Records drawn from a dataset:
# # # # #

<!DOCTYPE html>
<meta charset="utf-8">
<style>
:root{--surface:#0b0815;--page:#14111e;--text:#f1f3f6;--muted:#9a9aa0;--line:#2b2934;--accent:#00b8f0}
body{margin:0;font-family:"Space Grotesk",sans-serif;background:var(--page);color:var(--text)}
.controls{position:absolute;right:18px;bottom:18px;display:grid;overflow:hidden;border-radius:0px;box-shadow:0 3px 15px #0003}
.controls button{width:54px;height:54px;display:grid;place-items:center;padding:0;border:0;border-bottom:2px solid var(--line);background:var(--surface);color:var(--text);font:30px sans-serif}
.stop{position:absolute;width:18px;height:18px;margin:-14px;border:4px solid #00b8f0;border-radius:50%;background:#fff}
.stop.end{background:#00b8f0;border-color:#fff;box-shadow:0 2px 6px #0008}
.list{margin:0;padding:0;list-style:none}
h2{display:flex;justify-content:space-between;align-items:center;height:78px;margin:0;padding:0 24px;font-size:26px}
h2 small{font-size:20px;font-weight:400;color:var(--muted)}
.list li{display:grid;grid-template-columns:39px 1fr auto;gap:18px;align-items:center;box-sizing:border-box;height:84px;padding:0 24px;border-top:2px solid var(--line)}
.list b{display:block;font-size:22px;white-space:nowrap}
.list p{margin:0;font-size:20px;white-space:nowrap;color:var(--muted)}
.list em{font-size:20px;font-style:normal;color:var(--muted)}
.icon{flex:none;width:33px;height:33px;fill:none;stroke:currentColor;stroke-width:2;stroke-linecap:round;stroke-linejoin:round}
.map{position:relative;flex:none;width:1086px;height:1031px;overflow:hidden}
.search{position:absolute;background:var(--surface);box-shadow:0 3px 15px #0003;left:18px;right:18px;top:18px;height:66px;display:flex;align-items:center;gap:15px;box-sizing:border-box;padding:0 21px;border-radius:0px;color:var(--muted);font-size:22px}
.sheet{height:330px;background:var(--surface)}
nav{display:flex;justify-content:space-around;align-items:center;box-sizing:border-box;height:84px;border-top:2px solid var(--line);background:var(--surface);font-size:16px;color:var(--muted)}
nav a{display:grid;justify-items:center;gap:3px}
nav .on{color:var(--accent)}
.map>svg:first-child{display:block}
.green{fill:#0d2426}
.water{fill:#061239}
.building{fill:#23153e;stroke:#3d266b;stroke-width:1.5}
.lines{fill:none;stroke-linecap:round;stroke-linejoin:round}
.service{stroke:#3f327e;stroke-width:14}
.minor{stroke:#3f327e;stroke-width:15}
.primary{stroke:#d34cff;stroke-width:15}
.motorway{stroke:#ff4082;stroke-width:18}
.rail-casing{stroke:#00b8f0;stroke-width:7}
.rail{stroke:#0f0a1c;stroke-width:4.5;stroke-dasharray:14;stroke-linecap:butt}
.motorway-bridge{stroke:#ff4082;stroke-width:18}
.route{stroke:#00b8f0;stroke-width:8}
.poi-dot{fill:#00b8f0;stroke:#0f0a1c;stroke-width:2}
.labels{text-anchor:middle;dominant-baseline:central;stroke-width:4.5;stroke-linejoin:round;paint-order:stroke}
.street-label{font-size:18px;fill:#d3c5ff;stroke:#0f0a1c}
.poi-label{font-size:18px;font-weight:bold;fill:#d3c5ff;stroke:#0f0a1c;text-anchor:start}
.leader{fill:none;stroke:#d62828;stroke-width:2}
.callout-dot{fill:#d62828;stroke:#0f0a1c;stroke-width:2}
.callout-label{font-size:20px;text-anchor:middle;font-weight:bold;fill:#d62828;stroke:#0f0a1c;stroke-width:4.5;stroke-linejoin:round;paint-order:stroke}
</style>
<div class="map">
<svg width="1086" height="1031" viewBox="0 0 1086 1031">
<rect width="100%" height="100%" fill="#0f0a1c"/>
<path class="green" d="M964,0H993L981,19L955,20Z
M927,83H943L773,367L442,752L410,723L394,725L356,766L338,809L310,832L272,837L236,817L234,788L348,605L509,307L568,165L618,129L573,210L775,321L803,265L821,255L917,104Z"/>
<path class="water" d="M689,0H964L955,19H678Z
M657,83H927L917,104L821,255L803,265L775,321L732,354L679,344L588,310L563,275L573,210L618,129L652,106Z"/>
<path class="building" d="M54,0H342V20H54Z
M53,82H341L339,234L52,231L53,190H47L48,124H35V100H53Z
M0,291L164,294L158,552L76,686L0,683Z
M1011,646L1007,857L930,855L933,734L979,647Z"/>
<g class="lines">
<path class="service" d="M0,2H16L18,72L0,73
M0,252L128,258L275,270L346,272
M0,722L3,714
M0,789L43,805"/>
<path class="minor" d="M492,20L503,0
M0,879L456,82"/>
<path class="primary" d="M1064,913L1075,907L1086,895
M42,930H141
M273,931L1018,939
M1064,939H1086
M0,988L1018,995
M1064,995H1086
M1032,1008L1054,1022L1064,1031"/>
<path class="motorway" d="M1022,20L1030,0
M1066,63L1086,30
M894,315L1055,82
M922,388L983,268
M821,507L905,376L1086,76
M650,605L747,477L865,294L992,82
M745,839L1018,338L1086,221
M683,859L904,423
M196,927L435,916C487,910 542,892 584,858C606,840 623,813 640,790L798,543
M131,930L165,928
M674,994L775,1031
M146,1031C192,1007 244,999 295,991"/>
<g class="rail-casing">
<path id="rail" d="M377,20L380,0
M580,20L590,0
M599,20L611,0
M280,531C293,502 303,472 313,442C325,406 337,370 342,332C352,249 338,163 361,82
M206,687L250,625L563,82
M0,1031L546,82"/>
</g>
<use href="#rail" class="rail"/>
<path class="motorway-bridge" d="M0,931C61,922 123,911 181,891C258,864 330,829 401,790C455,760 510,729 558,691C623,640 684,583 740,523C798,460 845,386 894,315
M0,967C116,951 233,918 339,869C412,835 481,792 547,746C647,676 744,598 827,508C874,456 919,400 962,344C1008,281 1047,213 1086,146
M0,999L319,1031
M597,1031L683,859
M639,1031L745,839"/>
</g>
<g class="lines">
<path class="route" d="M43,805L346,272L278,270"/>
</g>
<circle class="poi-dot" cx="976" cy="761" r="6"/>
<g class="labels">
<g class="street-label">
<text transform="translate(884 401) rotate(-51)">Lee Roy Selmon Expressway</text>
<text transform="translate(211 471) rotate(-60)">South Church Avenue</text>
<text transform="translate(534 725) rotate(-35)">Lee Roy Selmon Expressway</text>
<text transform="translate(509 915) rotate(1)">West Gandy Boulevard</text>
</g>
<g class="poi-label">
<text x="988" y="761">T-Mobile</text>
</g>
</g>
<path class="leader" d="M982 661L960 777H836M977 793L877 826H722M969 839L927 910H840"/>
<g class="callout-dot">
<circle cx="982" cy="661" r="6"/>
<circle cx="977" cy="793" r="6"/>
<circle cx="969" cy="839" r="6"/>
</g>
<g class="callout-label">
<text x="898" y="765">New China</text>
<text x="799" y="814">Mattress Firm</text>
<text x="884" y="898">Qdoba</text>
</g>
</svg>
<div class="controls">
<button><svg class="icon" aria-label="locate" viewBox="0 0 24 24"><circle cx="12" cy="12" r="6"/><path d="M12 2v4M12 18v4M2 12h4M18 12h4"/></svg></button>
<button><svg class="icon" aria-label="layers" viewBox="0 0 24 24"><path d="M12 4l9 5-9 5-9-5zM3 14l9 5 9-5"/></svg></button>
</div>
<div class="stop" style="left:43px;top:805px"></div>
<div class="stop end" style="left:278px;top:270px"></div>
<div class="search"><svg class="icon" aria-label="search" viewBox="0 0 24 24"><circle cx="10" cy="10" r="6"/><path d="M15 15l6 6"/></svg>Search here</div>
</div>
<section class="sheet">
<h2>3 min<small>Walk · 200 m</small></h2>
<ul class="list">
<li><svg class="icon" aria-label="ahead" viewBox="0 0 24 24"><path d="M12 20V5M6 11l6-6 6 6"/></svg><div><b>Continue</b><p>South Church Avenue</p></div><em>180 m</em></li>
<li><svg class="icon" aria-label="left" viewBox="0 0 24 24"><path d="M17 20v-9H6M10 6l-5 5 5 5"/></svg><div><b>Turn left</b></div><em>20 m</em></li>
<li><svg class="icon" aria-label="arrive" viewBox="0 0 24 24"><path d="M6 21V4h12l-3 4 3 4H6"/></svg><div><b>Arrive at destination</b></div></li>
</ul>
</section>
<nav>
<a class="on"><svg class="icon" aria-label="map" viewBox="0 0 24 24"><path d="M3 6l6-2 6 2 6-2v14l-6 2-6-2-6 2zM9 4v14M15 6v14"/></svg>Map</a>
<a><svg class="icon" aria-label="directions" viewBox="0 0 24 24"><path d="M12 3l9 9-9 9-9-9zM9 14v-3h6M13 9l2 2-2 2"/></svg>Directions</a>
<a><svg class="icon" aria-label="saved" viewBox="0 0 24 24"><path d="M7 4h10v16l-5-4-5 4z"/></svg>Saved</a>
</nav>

# # # # #

All lines that contain the word "list" must be copied from the records above.

.list{margin:0;padding:0;list-style:none}
.list li{display:grid;grid-template-columns:39px 1fr auto;gap:18px;align-items:center;box-sizing:border-box;height:84px;padding:0 24px;border-top:2px solid var(--line)}
.list b{display:block;font-size:22px;white-space:nowrap}
.list p{margin:0;font-size:20px;white-space:nowrap;color:var(--muted)}
.list em{font-size:20px;font-style:normal;color:var(--muted)}
<ul class="list">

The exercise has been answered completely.